Output the listing exactly, without its pictures.

EXERCISE DATA -
··········

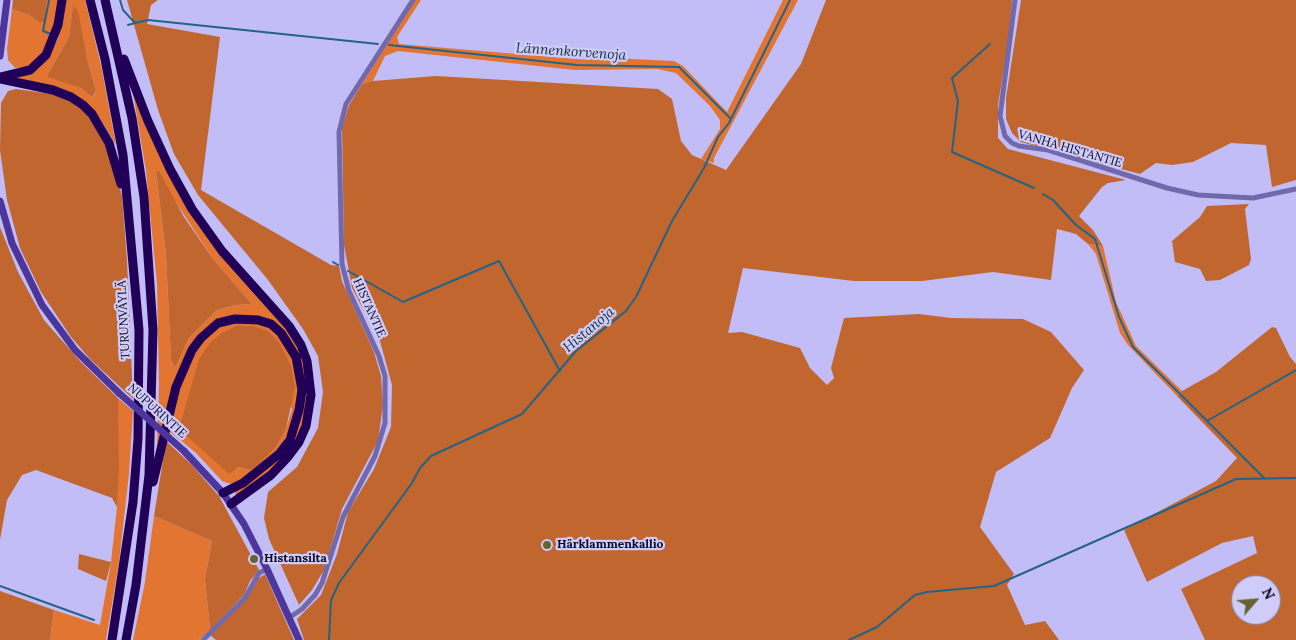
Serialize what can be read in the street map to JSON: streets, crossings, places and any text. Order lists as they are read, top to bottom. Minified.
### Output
{"streets":{"highway":["TURUNVÄYLÄ"],"main road":["NUPURINTIE"],"street":["VANHA HISTANTIE","HISTANTIE"]},"crossings":[["HISTANTIE","NUPURINTIE"]],"water":["Lännenkorvenoja","Histanoja"],"places":["Härklammenkallio","Histansilta"],"north":"top right"}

··········

EXERCISE RESPONSE -
Serialize what can be read in the street map to JSON: streets, crossings, places and any text. Order lists as they are read, top to bottom. Minified.
### Output
{"streets":{"highway":["TURUNVÄYLÄ"],"main road":["NUPURINTIE"],"street":["VANHA HISTANTIE","HISTANTIE"]},"crossings":[["HISTANTIE","NUPURINTIE"]],"water":["Lännenkorvenoja","Histanoja"],"places":["Härklammenkallio","Histansilta"],"north":"top right"}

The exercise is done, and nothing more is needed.